Dennoch zeigt sich die Glücksspielbranche (die staatliche jedenfalls) schockiert und die Erwerbslosenforen lassen sich mit in dieses Empörungsspiel einbinden, indem sie von Diskriminierung und Ausgrenzung sprechen. Dabei geht das Urteil des Landgerichts Köln weit über ein "Keine hohen Einsätze von ALG II-Empfängern" hinaus, denn es bringt in diesem Fall Westlotto in die Lage, _jeden Lottospieler_ zunächst einmal zu einem Finanzstriptease zwingen zu müssen, um ihrer Verpflichtung nachkommen zu können (eine Zuwiderhandlung wird immerhin mit einem Ordnungsgeld in erheblicher Höhe geahndet).

Da es niemandem anzusehen ist, über welches Einkommen er verfügt, ob er noch Schulden hat, sonstige Verpflichtungen wie Unterhalt usw., müsste logischerweise Westlotto eine komplette Bilanz verlangen, um der Schutzfunktion nachzukommen, denn selbst wenn das Einkommen hoch ist, dann heißt dies ja nicht, dass davon nach Abzug aller Schulden etc. noch viel überbleibt.

Die Kunden Westlottos werden sich einen solchen Eingriff in ihre Privatsphäre verbeten, weshalb Westlotto zwangsläufig diejenigen, die nicht bereit sind, Auskunft zu geben, ablehnen müsste.
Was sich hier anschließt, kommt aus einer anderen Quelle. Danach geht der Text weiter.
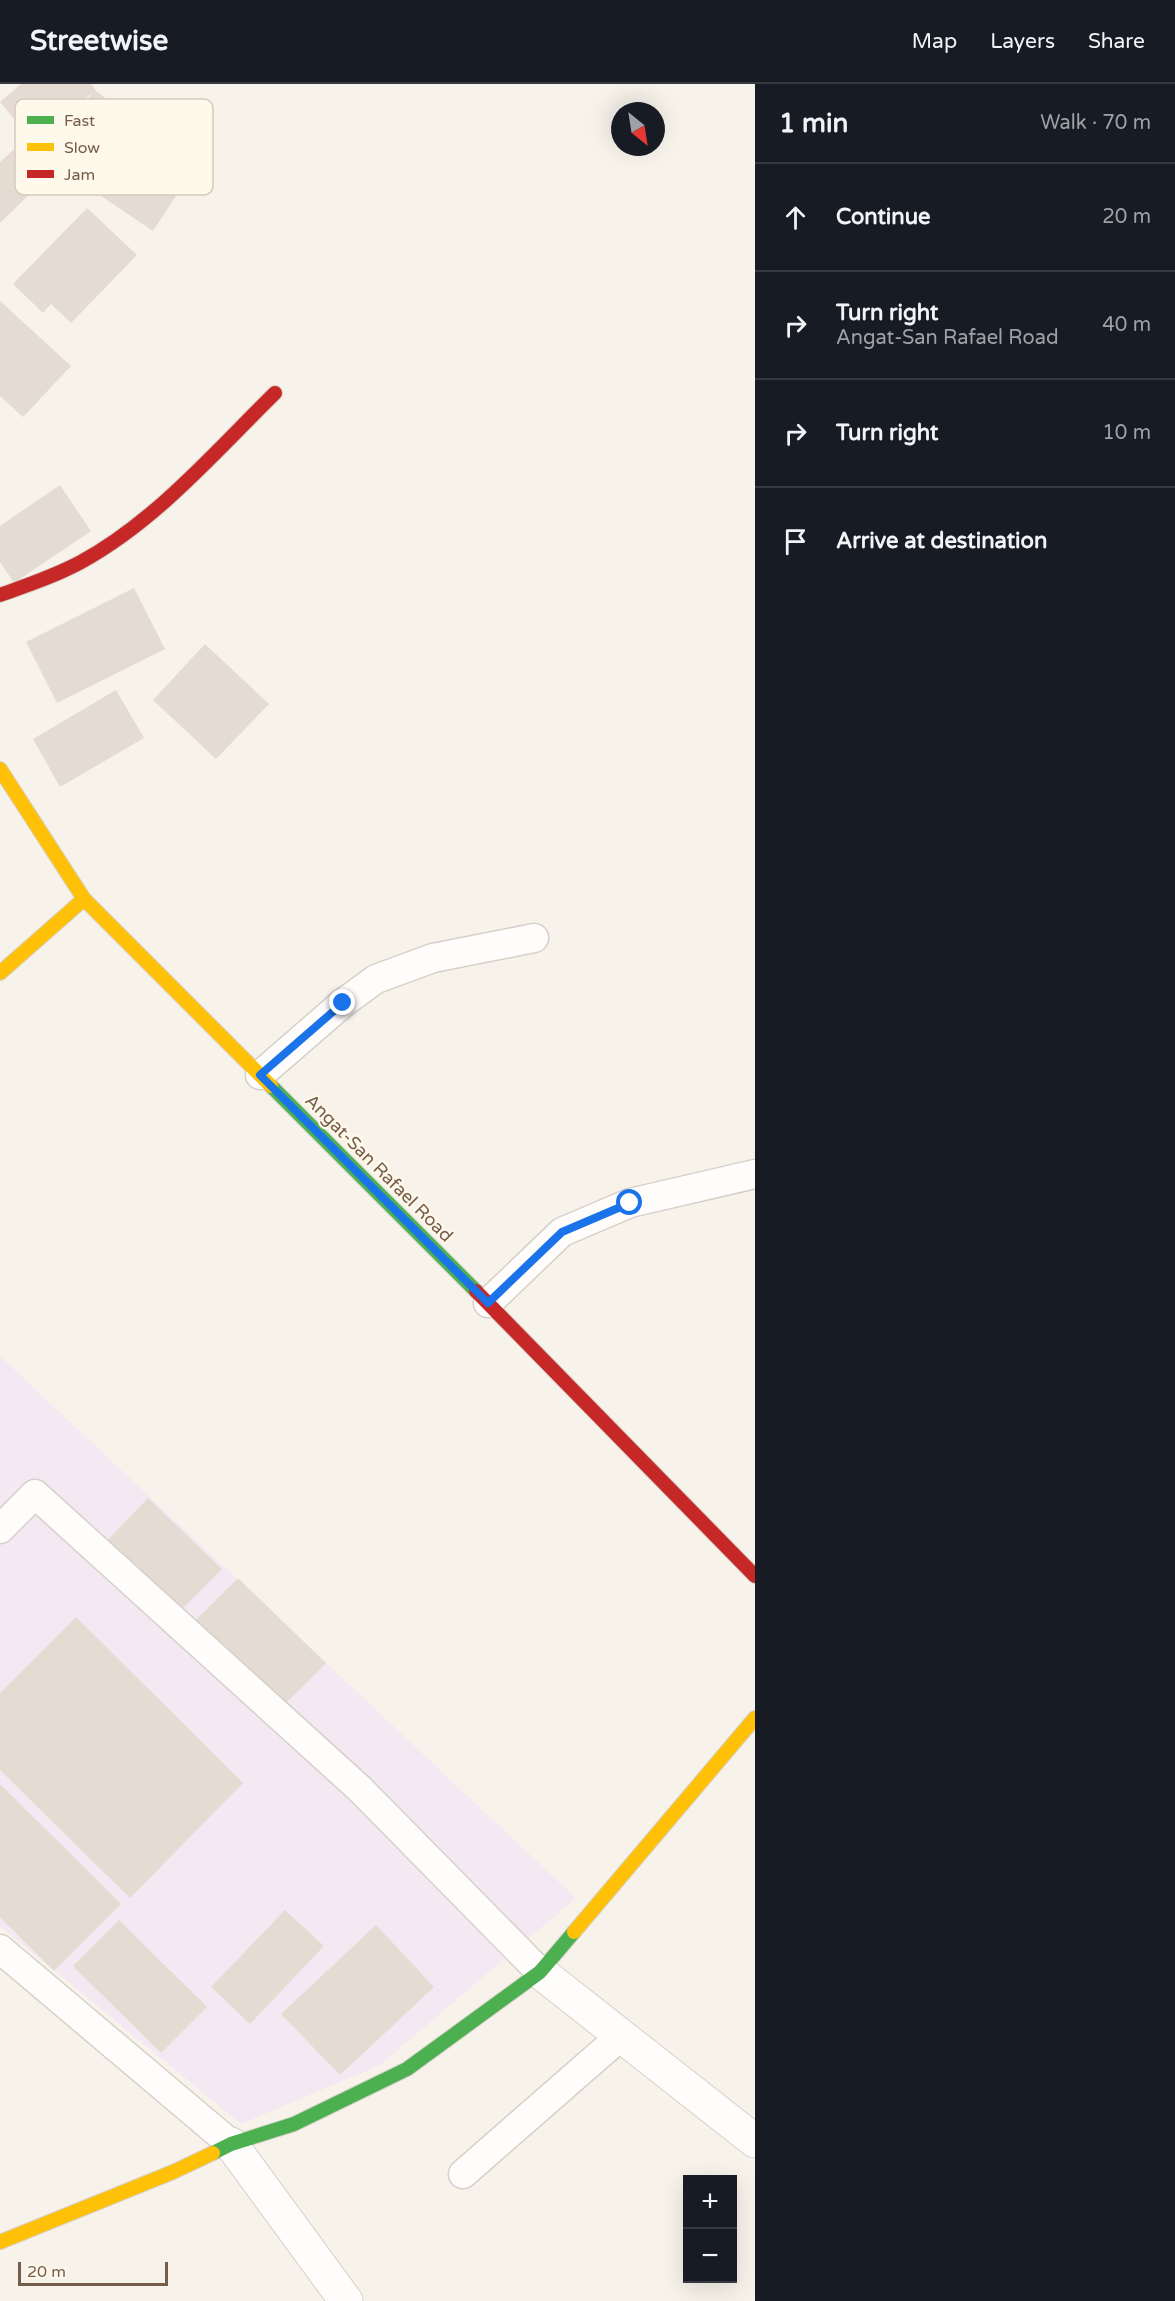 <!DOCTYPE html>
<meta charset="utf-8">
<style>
body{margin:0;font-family:"Varela Round",sans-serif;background:#20242c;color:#f1f3f6}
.controls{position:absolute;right:18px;bottom:18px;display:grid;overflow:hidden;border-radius:0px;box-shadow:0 6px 24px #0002}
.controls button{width:54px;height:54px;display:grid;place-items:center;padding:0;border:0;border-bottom:2px solid #363941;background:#171b24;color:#f1f3f6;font:30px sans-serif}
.compass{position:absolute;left:611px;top:18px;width:54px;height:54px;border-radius:50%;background:#171b24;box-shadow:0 6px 24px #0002;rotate:150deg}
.scale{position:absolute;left:18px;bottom:15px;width:150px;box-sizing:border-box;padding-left:6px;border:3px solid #765d49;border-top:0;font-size:16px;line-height:21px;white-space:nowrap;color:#765d49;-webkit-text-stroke:4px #fff9ec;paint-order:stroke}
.stop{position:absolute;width:18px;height:18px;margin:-14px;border:4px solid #1a73e8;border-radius:50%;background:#fff}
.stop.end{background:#1a73e8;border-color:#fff;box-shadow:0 2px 6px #0008}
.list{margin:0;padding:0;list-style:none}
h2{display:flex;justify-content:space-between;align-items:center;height:78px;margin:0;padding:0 24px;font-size:26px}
h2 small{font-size:20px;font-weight:400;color:#9ea1a6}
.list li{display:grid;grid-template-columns:39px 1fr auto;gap:18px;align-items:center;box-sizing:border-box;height:108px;padding:0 24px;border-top:2px solid #363941}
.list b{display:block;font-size:22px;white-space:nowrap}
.list p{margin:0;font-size:20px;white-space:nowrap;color:#9ea1a6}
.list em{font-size:20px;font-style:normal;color:#9ea1a6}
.icon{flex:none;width:33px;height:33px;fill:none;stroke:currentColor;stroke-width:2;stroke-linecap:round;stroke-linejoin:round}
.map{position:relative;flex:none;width:755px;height:2217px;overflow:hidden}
header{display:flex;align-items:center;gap:36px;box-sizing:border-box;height:84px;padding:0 30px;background:#171b24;border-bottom:2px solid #363941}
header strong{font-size:28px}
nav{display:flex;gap:33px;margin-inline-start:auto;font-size:21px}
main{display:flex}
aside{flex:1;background:#171b24}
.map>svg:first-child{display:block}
</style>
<header>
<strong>Streetwise</strong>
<nav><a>Map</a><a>Layers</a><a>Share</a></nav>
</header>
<main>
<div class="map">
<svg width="755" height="2217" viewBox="0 0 755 2217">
<rect width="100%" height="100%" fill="#f7f3eb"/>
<!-- education -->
<path fill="#f4e9f3" d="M 0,1272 L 576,1814 L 380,1981 L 241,2040 L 0,1842 Z"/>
<!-- building -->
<g fill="#e4dcd2">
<path d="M 21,0 L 91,0 L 96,7 L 142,41 L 140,43 L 197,80 L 153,147 L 95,108 L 120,71 L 93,107 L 46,72 L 92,9 L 34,59 L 0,18 Z"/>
<path d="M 13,66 L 43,97 L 0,139 L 0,78 Z"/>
<path d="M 87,124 L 137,171 L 71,239 L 51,220 L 43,229 L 13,200 Z"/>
<path d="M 0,217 L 71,282 L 23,333 L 0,312 Z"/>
<path d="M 60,401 L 91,447 L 14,499 L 0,478 L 0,442 Z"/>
<path d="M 134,504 L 165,565 L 57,619 L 26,558 Z"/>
<path d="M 205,560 L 269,620 L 216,675 L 153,616 Z"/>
<path d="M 116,606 L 144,654 L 60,703 L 33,655 Z"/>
<path d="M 148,1414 L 222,1485 L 180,1527 L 107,1457 Z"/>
<path d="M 238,1494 L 326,1579 L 282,1623 L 195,1537 Z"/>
<path d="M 76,1533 L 243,1699 L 130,1814 L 0,1686 L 0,1609 Z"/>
<path d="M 0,1700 L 121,1820 L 54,1887 L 0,1833 Z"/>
<path d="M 285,1826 L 324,1862 L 250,1940 L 211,1903 Z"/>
<path d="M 119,1836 L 207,1923 L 161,1969 L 73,1882 Z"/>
<path d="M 376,1841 L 434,1903 L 340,1991 L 281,1930 Z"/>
</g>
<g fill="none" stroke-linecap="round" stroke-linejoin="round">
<!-- lane casing -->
<g stroke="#d6d0c9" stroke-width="31">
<g id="lane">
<path d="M 260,991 L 343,919 L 376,895 L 433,874 L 534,854"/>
<path d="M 488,1219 L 562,1148 L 630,1119 L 755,1090"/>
<path d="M 0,1445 L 35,1410 L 360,1705 L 540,1888"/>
<path d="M 0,1865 L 231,2060"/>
<path d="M 463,2090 L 621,1952"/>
</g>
</g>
<!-- street casing -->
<g stroke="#d6d0c9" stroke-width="35">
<g id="street">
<path d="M 540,1888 L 755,2057"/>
<path d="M 231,2060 L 346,2217"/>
</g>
</g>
<!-- fast casing -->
<g stroke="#d7d0c9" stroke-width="16">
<g id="fast">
<path d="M 271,1002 L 476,1207"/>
<path d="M 213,2069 L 231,2060 L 294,2040 L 407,1985 L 540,1888 L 574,1848"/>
</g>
</g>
<!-- slow casing -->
<g stroke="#d7d0c9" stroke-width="16">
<g id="slow">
<path d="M 0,685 L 84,815 L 271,1002"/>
<path d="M 0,889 L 84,815"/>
<path d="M 574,1848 L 755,1634"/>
<path d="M 0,2158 L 173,2088 L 213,2069"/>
</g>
</g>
<!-- jam casing -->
<g stroke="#d7d0c9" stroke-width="16">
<g id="jam">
<path d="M 0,511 C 28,501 55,492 81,478 C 156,437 215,368 275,309"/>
<path d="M 476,1207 L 755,1492"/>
</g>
</g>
<!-- lane -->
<use href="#lane" stroke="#fefdfc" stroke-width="28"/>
<!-- street -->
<use href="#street" stroke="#fefdfc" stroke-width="33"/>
<!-- fast -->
<use href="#fast" stroke="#4caf50" stroke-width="14"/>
<!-- slow -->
<use href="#slow" stroke="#ffc107" stroke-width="14"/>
<!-- jam -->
<use href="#jam" stroke="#c62828" stroke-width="14"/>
</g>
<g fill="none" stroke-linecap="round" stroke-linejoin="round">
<!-- route -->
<path stroke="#1a73e8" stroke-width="8" d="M 343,919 L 260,991 L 488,1219 L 562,1148 L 630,1119"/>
</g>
<g text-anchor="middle" stroke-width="4.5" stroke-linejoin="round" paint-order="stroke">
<!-- street labels -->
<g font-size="18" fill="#765d49" stroke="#fff9ec">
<text transform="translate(379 1084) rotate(45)" y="6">Angat-San Rafael Road</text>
</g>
</g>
<!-- legend -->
<rect x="15" y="15" width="198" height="96" rx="9" fill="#fff9ec" stroke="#d6cabb" stroke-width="1.5"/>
<rect x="27" y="32" width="27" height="8" fill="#4caf50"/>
<rect x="27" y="59" width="27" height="8" fill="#ffc107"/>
<rect x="27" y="86" width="27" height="8" fill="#c62828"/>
<g font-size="16" fill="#765d49">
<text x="64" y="42">Fast</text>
<text x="64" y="69">Slow</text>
<text x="64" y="96">Jam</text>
</g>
</svg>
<div class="controls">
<button>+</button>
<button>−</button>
</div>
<svg class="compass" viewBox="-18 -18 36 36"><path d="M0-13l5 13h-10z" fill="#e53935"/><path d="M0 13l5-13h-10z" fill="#9ea1a6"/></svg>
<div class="scale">20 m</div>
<div class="stop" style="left:630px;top:1119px"></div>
<div class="stop end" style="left:343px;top:919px"></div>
</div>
<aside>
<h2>1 min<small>Walk · 70 m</small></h2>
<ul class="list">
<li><svg class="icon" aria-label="ahead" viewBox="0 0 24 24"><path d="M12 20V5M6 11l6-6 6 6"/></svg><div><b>Continue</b></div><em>20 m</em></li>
<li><svg class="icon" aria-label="right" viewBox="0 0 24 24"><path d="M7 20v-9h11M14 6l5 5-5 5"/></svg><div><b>Turn right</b><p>Angat-San Rafael Road</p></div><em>40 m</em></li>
<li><svg class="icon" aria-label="right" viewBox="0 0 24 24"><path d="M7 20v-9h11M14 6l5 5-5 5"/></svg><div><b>Turn right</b></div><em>10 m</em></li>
<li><svg class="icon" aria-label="arrive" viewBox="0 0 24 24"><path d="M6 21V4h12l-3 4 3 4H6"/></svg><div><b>Arrive at destination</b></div></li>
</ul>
</aside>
</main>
Oder jenen, die bei einer Routineabfrage lügen, den Gewinn verweigern müsste - alles eben aus Gründen des Schutzes von Spielern, was ja der Grund für das Glücksspielmonopol ist. Oder sie geben zu, dass ihnen, wie auch den anderen staatlichen Anbietern, der Schutz der Menschen vor dem Ruin durch Glücksspiele egal ist. Dann aber gibt es für das Glücksspielmonopol keinen Grund mehr.

Statt insofern laut von Diskriminierung der ALG II-Empfänger zu sprechen, gilt es hier vor allen Dingen die Doppelzüngigkeit der staatlichen Wettanbieter zu kritisieren sowie die der Bundesregierung, die laut posaunt, dass ALG II ja fair bemessen sei, dass man ja "nur" Alkohol, Tabak und Glücksspiel etc. herausgerechnet habe, die aber andererseits dann keinerlei Schutzfunktionen etablieren will ,um zu verhindern, dass jene, die nun offiziell nur noch das Existenzminimum erhalten, dieses teilweise oder ganz auch für Glücksspiele ausgeben.